- [About this task] In the listing that follows, locate the line containing "height:19px; margin:-9.5px; padding:0" and the line containing "font-size:14px; color:#e8f1f8; font-weight:700". Retype exactly those two lines and every line between them, and nothing more.

- [Material to process]
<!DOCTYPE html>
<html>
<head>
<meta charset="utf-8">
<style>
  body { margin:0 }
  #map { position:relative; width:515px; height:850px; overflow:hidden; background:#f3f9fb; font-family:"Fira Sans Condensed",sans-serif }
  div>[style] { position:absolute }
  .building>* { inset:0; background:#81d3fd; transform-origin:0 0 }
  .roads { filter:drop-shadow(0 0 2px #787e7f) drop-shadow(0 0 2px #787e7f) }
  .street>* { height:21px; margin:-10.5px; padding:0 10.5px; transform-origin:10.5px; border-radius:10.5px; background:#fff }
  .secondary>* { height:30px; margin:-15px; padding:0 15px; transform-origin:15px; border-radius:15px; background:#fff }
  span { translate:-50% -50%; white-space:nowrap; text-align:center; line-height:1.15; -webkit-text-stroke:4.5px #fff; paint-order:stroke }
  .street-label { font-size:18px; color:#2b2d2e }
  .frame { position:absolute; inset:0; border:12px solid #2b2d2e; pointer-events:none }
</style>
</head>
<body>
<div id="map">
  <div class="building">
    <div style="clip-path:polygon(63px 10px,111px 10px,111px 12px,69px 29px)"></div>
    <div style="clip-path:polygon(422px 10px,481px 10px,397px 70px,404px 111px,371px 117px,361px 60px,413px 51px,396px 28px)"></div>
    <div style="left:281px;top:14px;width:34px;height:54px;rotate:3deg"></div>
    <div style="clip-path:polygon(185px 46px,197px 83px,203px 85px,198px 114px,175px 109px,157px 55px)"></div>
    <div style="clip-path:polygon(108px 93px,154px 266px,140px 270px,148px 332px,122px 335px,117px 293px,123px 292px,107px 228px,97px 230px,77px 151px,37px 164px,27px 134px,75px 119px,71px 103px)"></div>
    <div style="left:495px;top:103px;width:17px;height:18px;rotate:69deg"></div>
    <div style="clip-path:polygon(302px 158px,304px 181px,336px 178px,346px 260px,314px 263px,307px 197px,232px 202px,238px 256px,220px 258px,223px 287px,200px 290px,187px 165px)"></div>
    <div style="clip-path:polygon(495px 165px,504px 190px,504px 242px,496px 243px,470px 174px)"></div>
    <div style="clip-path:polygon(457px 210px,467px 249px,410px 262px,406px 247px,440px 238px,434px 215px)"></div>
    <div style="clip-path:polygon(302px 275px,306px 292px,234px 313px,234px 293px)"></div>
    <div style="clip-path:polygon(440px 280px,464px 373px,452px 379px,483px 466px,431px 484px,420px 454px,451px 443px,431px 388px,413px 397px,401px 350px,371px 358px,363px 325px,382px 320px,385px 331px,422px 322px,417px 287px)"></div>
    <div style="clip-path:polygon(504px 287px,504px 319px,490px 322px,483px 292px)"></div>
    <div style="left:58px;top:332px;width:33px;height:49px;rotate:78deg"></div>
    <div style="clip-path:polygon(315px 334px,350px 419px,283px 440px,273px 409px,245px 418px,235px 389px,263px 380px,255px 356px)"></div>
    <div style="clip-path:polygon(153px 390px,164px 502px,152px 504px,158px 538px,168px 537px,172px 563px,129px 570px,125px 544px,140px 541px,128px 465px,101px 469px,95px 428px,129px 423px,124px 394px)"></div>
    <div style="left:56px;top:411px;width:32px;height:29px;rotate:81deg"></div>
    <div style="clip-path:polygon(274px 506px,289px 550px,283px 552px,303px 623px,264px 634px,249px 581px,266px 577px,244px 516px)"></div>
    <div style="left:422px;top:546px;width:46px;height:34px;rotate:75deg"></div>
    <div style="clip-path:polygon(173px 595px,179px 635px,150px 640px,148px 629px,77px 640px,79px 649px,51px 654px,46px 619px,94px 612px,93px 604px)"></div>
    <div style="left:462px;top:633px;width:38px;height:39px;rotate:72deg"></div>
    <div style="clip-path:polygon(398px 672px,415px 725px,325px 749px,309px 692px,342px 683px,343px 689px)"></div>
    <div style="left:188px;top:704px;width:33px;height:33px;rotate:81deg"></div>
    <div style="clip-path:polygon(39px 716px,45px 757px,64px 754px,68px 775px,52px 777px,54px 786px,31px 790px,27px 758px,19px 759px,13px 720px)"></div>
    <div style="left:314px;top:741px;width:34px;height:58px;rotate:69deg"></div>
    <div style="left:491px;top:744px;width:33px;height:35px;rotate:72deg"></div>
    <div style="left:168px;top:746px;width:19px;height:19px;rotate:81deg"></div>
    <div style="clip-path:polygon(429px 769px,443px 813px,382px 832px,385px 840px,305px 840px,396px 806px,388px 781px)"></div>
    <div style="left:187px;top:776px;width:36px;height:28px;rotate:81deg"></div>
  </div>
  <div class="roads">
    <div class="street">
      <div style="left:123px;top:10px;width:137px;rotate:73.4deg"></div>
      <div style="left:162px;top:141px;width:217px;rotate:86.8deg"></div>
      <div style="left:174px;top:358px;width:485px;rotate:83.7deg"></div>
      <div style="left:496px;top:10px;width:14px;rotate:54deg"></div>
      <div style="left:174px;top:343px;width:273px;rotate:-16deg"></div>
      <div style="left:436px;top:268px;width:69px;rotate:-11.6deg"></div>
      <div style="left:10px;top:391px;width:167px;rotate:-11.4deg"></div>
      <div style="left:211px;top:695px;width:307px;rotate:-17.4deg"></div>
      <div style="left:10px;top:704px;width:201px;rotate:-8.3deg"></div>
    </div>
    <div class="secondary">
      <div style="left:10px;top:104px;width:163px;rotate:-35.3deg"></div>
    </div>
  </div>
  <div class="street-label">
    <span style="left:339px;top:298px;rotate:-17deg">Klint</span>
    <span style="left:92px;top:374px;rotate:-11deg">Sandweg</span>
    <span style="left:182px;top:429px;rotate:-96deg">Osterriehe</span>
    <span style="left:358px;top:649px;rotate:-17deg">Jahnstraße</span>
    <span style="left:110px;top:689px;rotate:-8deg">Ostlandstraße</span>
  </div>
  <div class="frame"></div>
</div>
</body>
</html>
...
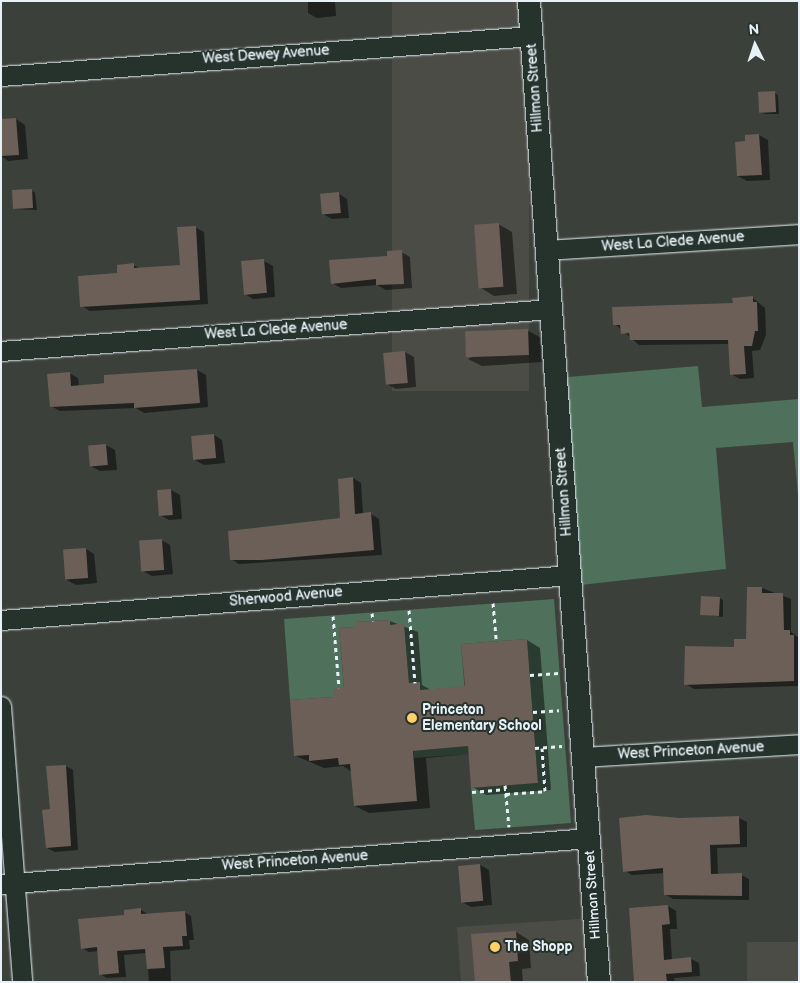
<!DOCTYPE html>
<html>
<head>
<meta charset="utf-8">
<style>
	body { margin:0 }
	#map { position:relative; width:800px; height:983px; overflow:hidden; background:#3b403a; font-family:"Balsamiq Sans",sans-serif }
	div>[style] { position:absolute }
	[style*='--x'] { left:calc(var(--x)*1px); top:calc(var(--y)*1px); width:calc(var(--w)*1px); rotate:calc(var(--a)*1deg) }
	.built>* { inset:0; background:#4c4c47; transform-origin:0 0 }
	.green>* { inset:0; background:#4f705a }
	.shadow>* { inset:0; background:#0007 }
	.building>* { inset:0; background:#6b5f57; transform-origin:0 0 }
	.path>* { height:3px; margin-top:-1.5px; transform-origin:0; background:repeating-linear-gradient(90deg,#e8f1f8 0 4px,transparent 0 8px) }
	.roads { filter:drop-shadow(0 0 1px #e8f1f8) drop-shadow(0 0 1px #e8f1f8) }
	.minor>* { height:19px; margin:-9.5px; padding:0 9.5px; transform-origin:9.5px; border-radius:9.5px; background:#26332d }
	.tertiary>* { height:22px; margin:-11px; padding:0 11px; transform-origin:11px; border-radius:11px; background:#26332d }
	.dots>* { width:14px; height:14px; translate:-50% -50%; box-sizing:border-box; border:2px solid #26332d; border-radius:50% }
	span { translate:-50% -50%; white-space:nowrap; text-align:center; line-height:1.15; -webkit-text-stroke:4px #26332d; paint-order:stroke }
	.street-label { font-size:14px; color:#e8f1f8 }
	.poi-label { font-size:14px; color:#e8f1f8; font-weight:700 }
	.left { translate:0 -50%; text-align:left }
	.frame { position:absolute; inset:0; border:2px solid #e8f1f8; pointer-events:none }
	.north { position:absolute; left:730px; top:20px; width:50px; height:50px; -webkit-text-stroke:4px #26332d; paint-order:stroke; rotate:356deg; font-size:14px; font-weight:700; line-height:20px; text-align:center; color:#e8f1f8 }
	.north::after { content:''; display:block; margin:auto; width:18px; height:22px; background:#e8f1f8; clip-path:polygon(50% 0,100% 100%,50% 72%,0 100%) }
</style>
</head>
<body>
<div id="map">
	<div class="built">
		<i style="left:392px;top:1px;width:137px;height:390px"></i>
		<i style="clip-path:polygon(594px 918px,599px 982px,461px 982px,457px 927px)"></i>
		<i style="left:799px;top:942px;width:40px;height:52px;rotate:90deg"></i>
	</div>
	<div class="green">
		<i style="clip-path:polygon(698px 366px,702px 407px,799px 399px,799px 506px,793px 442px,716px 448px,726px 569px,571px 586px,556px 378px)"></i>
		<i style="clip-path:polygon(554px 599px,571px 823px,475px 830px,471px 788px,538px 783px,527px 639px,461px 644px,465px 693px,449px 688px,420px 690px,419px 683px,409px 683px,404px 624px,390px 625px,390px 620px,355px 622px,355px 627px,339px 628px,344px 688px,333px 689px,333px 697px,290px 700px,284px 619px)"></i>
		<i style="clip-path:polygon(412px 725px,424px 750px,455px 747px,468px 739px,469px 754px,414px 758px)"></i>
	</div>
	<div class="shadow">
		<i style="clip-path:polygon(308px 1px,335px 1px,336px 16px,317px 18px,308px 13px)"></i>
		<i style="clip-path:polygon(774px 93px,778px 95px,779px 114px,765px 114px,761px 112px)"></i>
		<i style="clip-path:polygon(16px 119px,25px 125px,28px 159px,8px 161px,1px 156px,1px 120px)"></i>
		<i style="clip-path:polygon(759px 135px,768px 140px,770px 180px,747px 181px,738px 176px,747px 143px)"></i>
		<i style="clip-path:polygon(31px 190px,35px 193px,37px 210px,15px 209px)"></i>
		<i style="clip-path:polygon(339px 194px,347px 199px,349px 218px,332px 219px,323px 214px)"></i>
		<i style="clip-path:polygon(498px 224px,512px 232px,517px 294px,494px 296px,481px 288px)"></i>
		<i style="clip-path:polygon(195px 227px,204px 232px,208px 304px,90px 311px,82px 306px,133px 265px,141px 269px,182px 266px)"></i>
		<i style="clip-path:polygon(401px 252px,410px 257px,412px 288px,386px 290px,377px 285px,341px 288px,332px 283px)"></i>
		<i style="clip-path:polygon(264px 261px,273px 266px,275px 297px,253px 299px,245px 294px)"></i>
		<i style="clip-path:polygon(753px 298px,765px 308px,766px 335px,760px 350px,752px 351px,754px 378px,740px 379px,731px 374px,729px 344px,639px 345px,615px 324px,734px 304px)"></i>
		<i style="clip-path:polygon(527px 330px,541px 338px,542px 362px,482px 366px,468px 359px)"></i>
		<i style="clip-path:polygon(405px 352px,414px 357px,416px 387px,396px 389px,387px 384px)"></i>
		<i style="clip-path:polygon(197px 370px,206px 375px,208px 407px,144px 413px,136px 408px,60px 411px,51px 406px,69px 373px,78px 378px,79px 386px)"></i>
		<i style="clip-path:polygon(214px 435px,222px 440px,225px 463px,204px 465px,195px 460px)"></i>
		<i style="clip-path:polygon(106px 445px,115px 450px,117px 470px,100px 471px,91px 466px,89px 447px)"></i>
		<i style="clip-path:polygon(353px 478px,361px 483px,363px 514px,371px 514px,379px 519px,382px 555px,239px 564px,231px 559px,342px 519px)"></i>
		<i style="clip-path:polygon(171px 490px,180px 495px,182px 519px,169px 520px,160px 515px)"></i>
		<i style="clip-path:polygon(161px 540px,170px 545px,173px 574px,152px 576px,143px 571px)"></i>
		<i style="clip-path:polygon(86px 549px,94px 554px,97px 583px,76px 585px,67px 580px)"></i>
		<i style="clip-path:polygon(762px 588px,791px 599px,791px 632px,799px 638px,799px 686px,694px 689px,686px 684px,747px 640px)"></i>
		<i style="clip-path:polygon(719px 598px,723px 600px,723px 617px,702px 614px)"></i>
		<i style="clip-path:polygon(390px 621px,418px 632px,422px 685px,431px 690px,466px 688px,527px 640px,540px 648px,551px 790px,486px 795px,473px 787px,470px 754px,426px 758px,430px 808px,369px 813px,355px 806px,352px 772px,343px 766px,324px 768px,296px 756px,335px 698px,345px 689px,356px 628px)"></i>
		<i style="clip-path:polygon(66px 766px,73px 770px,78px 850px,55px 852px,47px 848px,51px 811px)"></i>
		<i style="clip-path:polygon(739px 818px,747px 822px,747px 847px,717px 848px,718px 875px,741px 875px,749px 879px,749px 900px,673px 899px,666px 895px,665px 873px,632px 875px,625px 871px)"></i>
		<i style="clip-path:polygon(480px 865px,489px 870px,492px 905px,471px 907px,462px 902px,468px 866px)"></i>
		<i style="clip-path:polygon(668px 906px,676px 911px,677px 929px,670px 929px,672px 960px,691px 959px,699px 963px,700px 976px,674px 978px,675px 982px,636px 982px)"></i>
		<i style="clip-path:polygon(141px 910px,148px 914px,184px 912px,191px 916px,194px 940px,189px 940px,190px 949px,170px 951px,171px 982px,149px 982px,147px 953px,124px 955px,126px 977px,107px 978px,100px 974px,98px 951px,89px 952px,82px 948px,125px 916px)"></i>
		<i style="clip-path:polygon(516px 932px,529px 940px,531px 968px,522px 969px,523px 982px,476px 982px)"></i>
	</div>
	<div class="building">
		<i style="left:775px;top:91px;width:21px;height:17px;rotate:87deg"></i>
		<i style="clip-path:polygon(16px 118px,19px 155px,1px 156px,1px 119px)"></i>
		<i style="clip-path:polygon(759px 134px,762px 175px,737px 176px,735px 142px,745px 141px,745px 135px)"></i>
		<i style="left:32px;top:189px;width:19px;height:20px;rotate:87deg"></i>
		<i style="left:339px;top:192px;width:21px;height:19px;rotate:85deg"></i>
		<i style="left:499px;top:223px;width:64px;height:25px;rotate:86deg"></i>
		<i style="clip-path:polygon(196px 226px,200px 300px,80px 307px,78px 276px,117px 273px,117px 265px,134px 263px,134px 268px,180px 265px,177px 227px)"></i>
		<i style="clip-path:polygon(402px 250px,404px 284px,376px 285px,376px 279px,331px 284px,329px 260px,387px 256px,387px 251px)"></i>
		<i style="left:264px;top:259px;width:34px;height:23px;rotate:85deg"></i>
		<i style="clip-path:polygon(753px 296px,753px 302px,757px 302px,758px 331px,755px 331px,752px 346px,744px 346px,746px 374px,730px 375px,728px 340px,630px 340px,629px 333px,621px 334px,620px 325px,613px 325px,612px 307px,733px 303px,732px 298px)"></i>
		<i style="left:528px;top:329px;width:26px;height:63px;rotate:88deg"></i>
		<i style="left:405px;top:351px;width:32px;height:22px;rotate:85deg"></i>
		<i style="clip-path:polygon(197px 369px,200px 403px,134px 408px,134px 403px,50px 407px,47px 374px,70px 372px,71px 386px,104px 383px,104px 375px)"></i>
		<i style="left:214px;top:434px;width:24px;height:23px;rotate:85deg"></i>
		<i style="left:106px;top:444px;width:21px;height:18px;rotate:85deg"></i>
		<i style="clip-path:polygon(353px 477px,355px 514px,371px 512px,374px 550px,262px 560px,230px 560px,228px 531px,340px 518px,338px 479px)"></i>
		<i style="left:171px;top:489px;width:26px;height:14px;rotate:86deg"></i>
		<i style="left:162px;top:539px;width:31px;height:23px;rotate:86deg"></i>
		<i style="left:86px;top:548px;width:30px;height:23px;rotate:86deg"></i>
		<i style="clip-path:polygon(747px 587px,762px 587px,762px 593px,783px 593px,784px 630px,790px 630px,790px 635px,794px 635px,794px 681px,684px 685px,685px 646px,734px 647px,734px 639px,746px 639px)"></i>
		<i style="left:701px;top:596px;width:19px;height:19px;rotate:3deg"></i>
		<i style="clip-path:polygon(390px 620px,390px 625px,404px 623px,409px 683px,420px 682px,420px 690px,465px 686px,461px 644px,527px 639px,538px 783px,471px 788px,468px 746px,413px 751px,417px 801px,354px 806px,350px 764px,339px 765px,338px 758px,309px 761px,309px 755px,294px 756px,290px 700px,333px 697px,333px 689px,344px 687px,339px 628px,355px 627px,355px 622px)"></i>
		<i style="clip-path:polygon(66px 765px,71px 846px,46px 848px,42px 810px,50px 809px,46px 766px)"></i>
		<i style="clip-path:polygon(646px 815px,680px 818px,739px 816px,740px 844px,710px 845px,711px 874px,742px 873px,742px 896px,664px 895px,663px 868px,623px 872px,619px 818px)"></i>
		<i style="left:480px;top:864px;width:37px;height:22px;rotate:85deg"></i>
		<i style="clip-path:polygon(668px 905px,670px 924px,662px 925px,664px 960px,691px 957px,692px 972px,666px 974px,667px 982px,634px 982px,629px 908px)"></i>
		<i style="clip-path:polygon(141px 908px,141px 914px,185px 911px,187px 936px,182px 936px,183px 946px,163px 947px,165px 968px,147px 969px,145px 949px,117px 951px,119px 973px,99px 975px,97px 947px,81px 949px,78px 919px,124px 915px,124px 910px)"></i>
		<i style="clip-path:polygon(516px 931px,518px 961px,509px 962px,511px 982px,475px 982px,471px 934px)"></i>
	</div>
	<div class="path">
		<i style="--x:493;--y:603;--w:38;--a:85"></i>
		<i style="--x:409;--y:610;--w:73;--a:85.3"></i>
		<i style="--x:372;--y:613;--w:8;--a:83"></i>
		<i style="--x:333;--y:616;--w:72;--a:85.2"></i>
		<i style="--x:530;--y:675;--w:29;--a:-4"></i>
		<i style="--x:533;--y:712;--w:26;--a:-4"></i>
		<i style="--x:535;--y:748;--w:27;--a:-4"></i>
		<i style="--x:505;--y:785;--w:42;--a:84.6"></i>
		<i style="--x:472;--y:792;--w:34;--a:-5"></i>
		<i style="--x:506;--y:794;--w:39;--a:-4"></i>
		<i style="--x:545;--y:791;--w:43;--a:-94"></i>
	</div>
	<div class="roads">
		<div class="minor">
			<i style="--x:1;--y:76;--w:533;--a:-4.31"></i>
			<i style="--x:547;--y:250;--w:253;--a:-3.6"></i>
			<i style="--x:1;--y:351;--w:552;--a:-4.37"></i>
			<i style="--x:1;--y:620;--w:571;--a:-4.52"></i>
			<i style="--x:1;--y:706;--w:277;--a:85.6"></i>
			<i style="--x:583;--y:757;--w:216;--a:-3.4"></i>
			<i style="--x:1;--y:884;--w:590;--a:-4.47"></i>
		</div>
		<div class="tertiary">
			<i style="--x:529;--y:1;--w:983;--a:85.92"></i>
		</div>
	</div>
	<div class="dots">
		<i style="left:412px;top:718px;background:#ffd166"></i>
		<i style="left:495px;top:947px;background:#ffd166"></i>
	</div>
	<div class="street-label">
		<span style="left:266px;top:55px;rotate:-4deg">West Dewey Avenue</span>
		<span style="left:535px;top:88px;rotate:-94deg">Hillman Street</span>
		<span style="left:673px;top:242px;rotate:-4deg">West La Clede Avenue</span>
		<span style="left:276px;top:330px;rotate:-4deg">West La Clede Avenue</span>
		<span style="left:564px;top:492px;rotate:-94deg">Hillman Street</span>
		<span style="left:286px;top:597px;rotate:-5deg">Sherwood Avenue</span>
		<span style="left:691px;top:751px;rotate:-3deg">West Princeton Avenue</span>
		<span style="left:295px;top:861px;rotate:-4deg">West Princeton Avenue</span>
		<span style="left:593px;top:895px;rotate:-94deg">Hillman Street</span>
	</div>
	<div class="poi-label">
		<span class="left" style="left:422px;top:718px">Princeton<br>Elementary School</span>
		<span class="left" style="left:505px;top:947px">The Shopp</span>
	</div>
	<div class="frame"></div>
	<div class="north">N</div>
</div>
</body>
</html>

- [Your response]
	.minor>* { height:19px; margin:-9.5px; padding:0 9.5px; transform-origin:9.5px; border-radius:9.5px; background:#26332d }
	.tertiary>* { height:22px; margin:-11px; padding:0 11px; transform-origin:11px; border-radius:11px; background:#26332d }
	.dots>* { width:14px; height:14px; translate:-50% -50%; box-sizing:border-box; border:2px solid #26332d; border-radius:50% }
	span { translate:-50% -50%; white-space:nowrap; text-align:center; line-height:1.15; -webkit-text-stroke:4px #26332d; paint-order:stroke }
	.street-label { font-size:14px; color:#e8f1f8 }
	.poi-label { font-size:14px; color:#e8f1f8; font-weight:700 }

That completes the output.